At the end of August, the South African Revenue Service (SARS) published new guidelines that clarify the correct handling of taxable crypto events. The new guide, published on the tax collector’s website, explains how cryptocurrency-related income should be disclosed in tax returns.
Differentiation between income tax and capital gains tax
As shown on the SARS Crypto Asset Tax website, “Income from crypto asset transactions can be taxed on the income account under ‘Gross Income’. as set out in the eighth appendix of the Act on Taxation According to the Paradigm of Capital Gains Tax (CGT). “
SARS also reveals that “Taxpayers are also entitled to recover expenses related to the accumulation or ingestion of crypto-assets, provided that those expenses are incurred in the pursuit of taxpayer income and for trading purposes.”
Meanwhile, a tax consultancy firm, Tax Consulting SA, told Bitcoin.com News in an email that perhaps the publication of the guidelines should be best seen in the context of SARS ‘various comments on the taxation of crypto assets.
As previously reported by Bitcoin.com News, South African crypto holders found on the wrong side of the law now face potential jail sentences. Similarly, Tax Consulting SA claims that the new policy on taxation of crypto assets is another reminder of how SARS is now viewing the crypto tax as a major source of income and the extent to which it will enforce compliance.

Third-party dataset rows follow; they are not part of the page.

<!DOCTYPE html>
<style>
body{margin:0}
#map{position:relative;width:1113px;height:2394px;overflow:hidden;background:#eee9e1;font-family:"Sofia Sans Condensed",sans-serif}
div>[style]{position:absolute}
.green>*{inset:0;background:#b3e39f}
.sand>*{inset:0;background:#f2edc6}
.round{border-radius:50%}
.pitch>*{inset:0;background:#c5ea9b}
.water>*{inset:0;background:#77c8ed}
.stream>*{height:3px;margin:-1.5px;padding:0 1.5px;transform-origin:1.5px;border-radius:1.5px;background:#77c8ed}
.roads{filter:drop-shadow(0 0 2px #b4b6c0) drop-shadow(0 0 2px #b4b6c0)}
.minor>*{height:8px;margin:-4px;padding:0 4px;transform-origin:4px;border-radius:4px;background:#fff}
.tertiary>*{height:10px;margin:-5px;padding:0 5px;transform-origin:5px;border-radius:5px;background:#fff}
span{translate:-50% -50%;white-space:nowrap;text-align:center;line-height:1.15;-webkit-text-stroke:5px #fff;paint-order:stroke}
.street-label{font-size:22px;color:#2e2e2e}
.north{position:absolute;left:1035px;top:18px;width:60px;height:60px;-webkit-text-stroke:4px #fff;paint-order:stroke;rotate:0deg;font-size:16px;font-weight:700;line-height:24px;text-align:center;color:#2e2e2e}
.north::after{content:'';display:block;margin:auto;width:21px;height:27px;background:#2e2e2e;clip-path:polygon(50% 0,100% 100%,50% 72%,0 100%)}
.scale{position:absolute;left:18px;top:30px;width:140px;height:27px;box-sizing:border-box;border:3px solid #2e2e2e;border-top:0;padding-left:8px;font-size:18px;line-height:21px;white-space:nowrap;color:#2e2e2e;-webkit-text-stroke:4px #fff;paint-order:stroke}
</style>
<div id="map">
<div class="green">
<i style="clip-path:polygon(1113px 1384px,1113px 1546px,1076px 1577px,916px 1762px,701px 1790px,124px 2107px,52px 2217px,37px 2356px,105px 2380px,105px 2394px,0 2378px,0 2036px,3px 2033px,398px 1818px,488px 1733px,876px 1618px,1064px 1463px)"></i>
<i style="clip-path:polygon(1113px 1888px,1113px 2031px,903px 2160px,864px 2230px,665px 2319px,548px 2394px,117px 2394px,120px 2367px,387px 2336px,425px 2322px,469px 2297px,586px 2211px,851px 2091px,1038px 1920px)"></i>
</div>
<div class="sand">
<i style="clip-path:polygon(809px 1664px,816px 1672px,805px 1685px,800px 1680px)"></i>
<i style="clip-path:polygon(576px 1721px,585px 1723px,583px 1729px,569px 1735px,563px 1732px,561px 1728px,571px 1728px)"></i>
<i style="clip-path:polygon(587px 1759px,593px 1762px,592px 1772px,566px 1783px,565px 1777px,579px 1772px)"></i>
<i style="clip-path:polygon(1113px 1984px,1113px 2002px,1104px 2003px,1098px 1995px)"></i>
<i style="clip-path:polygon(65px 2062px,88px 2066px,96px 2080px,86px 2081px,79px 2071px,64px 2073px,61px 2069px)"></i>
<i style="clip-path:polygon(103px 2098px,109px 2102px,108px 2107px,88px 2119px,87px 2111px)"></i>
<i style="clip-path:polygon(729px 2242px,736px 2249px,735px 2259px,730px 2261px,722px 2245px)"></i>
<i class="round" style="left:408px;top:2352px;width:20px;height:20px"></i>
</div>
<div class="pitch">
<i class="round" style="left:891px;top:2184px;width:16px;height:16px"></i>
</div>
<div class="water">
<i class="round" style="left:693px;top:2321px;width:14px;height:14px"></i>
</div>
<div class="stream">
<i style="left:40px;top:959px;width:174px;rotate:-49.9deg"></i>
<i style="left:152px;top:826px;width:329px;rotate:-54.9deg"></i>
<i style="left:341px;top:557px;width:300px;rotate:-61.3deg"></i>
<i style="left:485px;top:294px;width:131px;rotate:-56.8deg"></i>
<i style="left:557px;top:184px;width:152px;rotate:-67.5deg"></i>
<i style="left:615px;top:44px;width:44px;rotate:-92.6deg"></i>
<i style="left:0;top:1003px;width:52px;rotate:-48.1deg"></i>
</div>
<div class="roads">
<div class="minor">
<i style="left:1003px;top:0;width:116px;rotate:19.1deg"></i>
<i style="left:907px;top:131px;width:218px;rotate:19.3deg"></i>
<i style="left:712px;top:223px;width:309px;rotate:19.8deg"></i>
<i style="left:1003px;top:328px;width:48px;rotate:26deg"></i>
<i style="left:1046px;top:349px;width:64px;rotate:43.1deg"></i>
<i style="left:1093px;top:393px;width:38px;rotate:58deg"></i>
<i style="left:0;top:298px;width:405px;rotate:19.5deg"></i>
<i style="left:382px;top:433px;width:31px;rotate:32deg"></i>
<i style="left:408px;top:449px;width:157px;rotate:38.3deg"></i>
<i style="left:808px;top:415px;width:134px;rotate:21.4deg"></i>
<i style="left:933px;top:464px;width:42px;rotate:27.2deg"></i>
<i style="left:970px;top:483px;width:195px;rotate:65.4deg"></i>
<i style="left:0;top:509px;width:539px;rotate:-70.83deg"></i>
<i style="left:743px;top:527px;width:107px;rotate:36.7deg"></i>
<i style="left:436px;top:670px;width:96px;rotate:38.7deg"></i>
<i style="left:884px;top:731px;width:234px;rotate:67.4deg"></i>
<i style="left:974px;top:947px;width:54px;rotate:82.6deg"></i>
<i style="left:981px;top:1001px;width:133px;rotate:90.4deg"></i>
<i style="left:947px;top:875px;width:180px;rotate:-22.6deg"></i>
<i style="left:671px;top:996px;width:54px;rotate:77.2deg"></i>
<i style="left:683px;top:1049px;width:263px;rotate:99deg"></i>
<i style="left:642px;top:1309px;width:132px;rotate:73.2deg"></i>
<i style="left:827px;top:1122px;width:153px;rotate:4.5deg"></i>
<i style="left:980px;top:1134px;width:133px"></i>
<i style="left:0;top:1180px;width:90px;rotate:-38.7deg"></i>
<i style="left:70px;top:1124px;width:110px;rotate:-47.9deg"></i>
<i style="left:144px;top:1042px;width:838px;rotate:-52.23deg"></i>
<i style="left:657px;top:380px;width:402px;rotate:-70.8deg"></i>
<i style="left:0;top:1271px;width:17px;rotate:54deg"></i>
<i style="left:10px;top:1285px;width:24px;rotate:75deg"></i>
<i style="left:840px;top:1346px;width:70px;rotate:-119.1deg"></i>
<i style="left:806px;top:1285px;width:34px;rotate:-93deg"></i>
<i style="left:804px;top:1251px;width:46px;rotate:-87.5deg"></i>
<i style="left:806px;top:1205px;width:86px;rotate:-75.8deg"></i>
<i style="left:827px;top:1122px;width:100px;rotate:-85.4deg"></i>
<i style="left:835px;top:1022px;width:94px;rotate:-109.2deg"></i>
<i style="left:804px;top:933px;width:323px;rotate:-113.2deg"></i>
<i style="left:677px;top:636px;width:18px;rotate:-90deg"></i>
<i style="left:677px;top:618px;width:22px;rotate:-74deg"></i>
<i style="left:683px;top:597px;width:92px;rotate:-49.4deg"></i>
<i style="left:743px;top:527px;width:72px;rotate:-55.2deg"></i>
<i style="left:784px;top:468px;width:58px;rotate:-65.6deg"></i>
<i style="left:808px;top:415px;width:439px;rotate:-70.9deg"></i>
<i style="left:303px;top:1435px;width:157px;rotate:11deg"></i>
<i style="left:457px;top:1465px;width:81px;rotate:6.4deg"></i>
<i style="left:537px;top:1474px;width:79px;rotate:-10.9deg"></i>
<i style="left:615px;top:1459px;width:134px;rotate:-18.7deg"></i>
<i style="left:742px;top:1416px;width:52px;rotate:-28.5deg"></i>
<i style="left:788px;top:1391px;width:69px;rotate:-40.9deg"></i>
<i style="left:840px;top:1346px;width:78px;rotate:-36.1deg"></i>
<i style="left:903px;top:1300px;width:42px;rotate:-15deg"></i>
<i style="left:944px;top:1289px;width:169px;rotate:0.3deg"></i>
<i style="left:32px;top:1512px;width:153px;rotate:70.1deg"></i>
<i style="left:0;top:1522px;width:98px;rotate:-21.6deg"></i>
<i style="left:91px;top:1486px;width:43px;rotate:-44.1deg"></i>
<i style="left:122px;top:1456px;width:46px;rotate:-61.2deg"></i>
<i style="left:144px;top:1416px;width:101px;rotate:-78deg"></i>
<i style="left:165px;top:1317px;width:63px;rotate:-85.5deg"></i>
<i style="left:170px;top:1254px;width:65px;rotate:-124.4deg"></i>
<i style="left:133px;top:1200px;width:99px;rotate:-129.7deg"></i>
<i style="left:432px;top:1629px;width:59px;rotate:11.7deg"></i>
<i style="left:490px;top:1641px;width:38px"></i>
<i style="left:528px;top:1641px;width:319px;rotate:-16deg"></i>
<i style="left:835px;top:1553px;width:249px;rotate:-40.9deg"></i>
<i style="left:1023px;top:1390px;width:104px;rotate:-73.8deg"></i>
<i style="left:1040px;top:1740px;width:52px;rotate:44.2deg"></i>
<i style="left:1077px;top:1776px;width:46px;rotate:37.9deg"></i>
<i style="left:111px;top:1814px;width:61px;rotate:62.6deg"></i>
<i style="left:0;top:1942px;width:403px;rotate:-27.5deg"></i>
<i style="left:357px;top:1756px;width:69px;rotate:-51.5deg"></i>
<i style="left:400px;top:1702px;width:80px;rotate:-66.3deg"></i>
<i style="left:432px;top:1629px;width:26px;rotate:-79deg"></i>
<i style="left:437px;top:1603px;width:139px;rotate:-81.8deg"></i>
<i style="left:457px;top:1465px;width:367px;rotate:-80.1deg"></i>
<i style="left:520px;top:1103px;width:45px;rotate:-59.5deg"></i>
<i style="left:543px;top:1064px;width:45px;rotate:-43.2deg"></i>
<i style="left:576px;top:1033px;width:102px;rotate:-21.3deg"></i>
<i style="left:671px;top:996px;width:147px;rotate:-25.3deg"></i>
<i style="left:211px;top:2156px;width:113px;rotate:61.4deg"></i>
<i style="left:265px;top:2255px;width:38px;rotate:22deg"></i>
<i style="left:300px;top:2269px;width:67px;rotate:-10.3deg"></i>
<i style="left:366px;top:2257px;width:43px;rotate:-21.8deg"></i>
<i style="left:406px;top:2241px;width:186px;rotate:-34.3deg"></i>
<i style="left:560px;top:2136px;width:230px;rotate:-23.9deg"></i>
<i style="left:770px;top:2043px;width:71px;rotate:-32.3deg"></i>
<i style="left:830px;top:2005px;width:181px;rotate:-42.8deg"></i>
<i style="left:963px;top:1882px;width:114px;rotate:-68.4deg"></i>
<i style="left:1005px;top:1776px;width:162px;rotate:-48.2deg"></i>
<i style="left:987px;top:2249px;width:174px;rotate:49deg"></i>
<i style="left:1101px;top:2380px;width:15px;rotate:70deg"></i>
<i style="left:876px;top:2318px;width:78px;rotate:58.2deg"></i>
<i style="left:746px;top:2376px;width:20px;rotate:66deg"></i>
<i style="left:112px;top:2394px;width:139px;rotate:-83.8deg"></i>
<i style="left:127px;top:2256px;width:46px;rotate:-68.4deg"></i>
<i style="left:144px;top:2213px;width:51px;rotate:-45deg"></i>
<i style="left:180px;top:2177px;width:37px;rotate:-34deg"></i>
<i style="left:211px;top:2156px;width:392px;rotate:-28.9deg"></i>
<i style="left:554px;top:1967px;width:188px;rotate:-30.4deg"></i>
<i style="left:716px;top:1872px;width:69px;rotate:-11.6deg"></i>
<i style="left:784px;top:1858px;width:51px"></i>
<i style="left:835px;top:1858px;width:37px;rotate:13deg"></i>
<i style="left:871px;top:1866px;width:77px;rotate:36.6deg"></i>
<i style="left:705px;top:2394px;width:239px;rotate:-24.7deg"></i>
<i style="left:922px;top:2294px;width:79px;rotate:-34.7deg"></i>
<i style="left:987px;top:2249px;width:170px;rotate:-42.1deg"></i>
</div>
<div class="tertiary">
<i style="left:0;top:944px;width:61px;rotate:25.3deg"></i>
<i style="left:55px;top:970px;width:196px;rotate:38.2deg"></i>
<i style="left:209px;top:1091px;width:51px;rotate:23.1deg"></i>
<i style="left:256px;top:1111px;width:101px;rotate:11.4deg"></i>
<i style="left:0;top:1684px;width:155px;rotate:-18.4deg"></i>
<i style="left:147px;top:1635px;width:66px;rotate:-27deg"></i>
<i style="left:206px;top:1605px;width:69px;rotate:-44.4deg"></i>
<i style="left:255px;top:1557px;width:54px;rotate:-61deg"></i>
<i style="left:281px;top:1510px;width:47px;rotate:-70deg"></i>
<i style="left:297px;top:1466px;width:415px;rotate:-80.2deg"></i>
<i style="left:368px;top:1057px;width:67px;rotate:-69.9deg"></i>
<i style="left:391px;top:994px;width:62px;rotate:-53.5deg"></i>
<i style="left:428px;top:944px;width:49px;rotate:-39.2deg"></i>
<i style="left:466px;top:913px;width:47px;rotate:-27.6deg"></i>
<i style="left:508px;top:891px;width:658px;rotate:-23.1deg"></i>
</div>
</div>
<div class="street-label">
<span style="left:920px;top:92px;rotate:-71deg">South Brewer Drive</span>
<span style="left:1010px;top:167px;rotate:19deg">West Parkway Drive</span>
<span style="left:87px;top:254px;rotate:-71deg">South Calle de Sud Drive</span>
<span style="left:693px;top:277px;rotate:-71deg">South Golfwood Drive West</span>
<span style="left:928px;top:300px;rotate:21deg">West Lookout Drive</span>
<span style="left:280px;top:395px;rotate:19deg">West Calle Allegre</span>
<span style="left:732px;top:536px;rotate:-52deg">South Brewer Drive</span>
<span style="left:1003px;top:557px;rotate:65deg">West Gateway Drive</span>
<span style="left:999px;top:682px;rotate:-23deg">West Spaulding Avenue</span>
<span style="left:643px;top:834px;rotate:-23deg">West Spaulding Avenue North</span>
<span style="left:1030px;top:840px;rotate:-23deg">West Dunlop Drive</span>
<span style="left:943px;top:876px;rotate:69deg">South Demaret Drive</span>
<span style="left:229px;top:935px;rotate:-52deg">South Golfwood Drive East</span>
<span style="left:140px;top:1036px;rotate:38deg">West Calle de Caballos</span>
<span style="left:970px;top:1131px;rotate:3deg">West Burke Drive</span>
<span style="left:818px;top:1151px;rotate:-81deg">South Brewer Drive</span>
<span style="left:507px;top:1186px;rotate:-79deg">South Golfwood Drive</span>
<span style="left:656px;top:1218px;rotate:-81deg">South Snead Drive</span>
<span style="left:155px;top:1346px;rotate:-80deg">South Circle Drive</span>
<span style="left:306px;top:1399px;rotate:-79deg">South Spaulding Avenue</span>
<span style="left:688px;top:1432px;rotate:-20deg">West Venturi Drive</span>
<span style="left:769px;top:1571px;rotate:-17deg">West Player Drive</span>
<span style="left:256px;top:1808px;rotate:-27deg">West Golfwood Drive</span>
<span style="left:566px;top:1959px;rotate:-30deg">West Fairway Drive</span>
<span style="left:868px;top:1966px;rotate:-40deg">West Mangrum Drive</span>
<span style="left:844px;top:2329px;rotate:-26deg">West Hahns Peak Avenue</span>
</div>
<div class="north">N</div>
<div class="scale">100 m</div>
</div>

The cost of non-disclosure
As a result, the team at Tax Consulting SA says in its analysis of the new guidelines: “All persons who have acquired and held crypto assets during the tax year must disclose these holdings in their declarations to SARS, regardless of whether any taxable events have occurred” . However, the team warns that “this can be easily done wrong and taxpayers should definitely exercise caution”. Tax Consulting SA also warned:
If you negligently fail to make this disclosure, this is now a criminal offense under the Tax Administration Act.
With regard to the “confusion” as to whether a taxable transaction is to be treated as income tax or capital gains tax, the consultancy insists that the “published information” [by SARS] There are only examples of capital gains tax disclosures earlier this week. ”Since the tax collector did not give any examples of income tax disclosures, it means“ Taxpayers can fall on the wrong side of the law simply by following SARS’s directions “.
Despite this lack of clarity, however, Tax Consulting SA insists that crypto owners still have to disclose because “there is no legitimate way for crypto asset investors to remain ‘invisible’ from a SARS perspective”. The company argues that “the non-disclosure is permanent and [that this] will come back in a few years to catch up with the taxpayer. “
What do you think of SARS ‘latest crypto tax policy? Let us know what you think in the comments section below.